Les dysfluences caractéristiques du bégaiement incluent :
- Les clonies à l'émission et/ou dans le mot, avec des répétitions supérieures à trois (par exemple, "ppppanier" puis attaque explosive du mot "papapapanier") [1].
- Les blocages, avec coup de glotte et dilatation narinaire (par exemple, un blanc inaudible puis explosion "paaanier" avec prolongations) [1].
- La perte du contact visuel [1].
Le bégaiement s'accompagne souvent de manifestations neurovégétatives et motrices, telles que des syncinésies de la face et des membres, des clignements oculaires, des secousses de la tête, des gestes de camouflage, des modifications de la voix, des troubles vaso-moteurs et sécrétoires, et des suées [1].
Repères épidémiologiques
Le bégaiement touche en majorité les garçons [2]. Il débute généralement avant 8 ans, et surtout entre 3 et 5 ans [6]. Un bégaiement transitoire peut s'observer chez les enfants très jeunes [6]. La prévalence du bégaiement est de 27% avant 3 ans et de 68% entre 3 et 7 ans [1].
Diagnostic et évaluation
Le diagnostic du bégaiement repose sur la présence de dysfluences de la parole, telles que des clonies, des blocages toniques, l'évitement de mots, et la reprise d’énoncés [1]. D'autres signes précis incluent la lutte et la tension générale, des attitudes hypertoniques, des contractures musculaires intenses, des troubles respiratoires, et des mouvements accompagnateurs [1].
L'attitude de l'enfant vis-à-vis de son bégaiement est très variable. Certains semblent peu gênés et parlent abondamment, tandis que pour d'autres, il s'accompagne d'une inhibition importante et d'une tendance à l'isolement social [8].
Interventions recommandées
Différentes approches thérapeutiques ont été proposées pour le traitement du bégaiement, notamment la rééducation orthophonique, la psychothérapie analytique, la psychothérapie comportementale utilisant des techniques de feed-back auditif, et la relaxation [8]. Cependant, les résultats de ces interventions restent inconstants [8].
Cadre légal et droits
Les sources disponibles ne précisent pas les aspects légaux et les droits spécifiques liés au bégaiement.
Sources mobilisées (5)
- [1] src-dgs-sfp-langage-collection-begaiement-2 — DGS-SFP (2007) 📄 (1 extrait)
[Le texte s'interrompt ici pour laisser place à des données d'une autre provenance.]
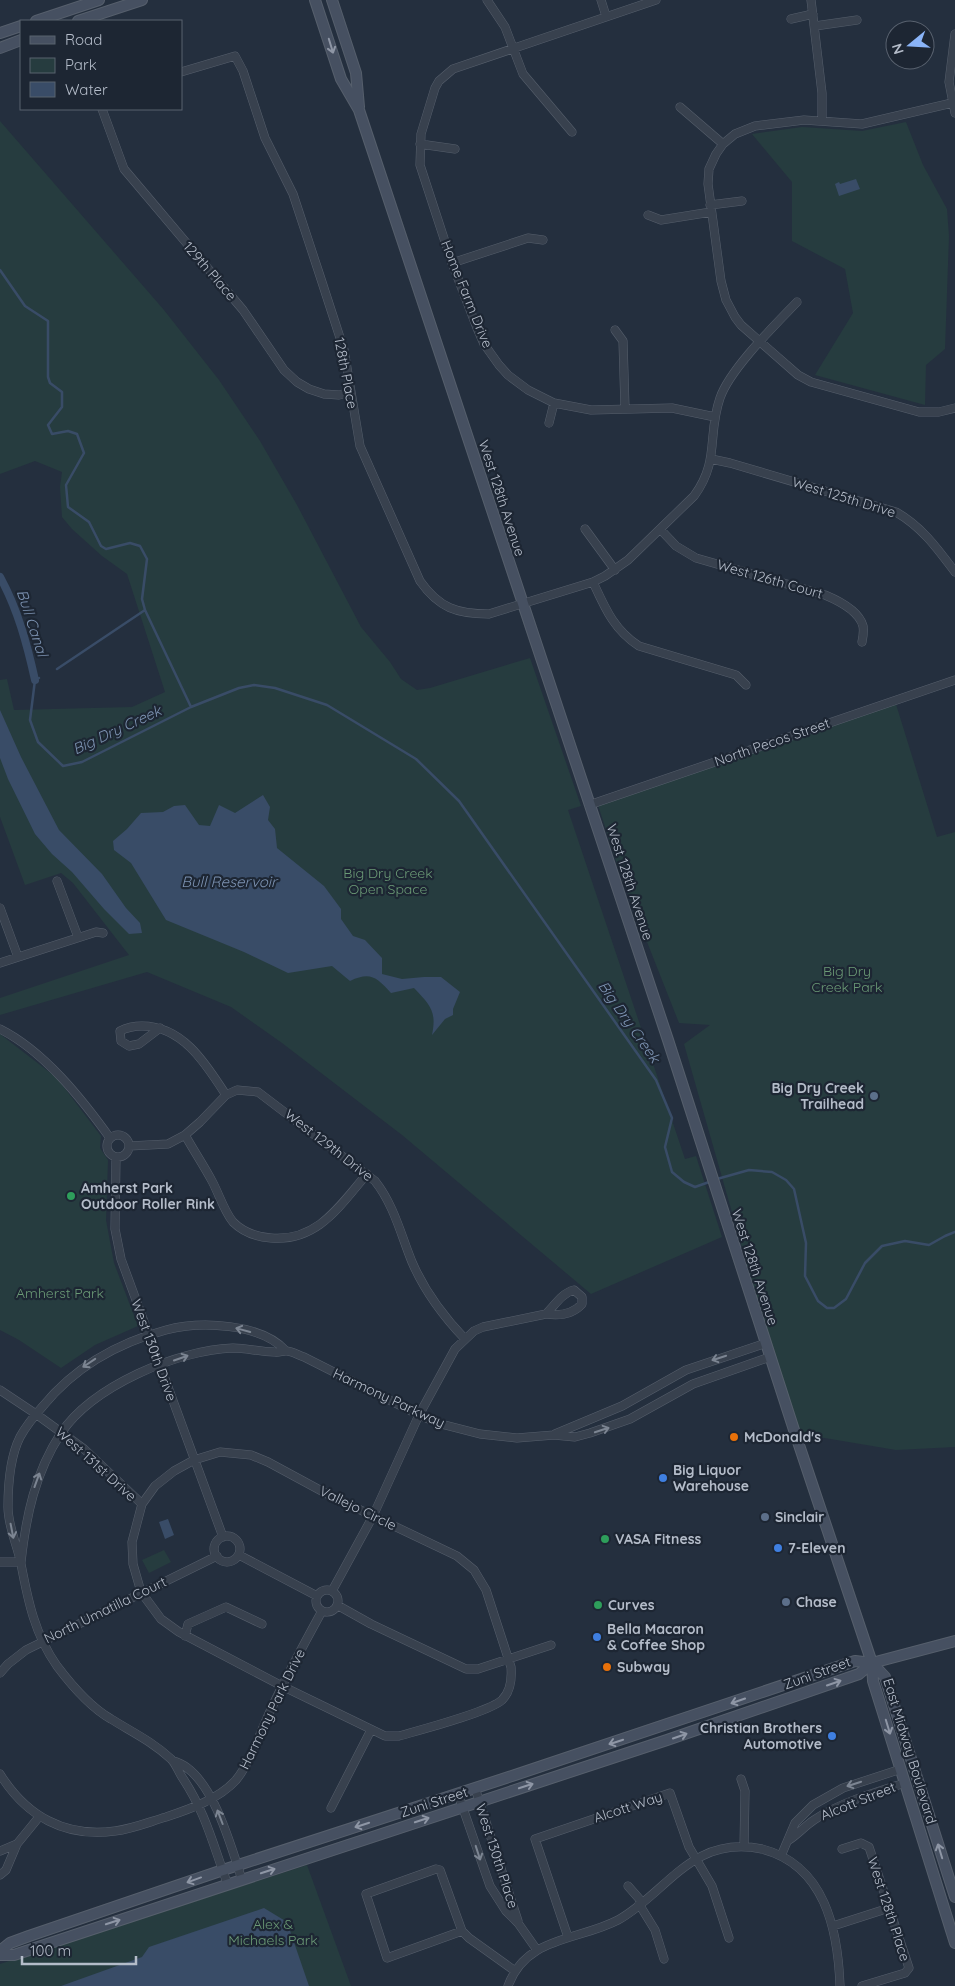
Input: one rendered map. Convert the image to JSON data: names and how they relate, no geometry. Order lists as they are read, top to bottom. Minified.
{"streets":{"main road":["West 128th Avenue","Zuni Street","East Midway Boulevard"],"street":["129th Place","Home Farm Drive","128th Place","West 125th Drive","West 126th Court","North Pecos Street","West 129th Drive","West 130th Drive","Harmony Parkway","West 131st Drive","Vallejo Circle","North Umatilla Court","Harmony Park Drive","Alcott Street","Alcott Way","West 130th Place","West 128th Place"]},"crossings":[["129th Place","128th Place"],["Home Farm Drive","128th Place"],["128th Place","West 125th Drive"],["128th Place","West 128th Avenue"],["128th Place","West 126th Court"],["West 128th Avenue","North Pecos Street"],["West 128th Avenue","Harmony Parkway"],["West 128th Avenue","Zuni Street"],["West 128th Avenue","East Midway Boulevard"],["West 130th Drive","Harmony Parkway"],["West 130th Drive","Vallejo Circle"],["West 130th Drive","North Umatilla Court"],["Harmony Parkway","West 131st Drive"],["Harmony Parkway","North Umatilla Court"],["Harmony Parkway","Zuni Street"],["Harmony Parkway","Harmony Park Drive"],["West 131st Drive","Vallejo Circle"],["Vallejo Circle","North Umatilla Court"],["Vallejo Circle","Harmony Park Drive"],["Zuni Street","East Midway Boulevard"],["Zuni Street","West 130th Place"],["East Midway Boulevard","Alcott Street"]],"water":["Bull Canal","Big Dry Creek","Bull Reservoir"],"parks":["Big Dry Creek Open Space","Big Dry Creek Park","Amherst Park","Alex & Michaels Park"],"places":["Big Dry Creek Trailhead","Amherst Park Outdoor Roller Rink","McDonald's","Big Liquor Warehouse","Sinclair","VASA Fitness","7-Eleven","Chase","Curves","Bella Macaron & Coffee Shop","Subway","Christian Brothers Automotive"],"legend":["Road","Park","Water"],"scale_bar":"100 m","north":"left"}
- [2] src-dgs-sfp-langage-collection-08-modul-transdis-umvf-2-2 — DGS-SFP (2007) 📄 (4 extraits)
- [3] src-dgs-sfp-langage-collection-08-modul-transdis-umvf-3 — DGS-SFP (2007) 📄 (4 extraits)
- [4] FNO — FNO (2018) 📄 (1 extrait)
- [5] Mon enfant ne prononce pas bien les mots : Quand s’inquiéter ? — expert (2024) 📄 (2 extraits)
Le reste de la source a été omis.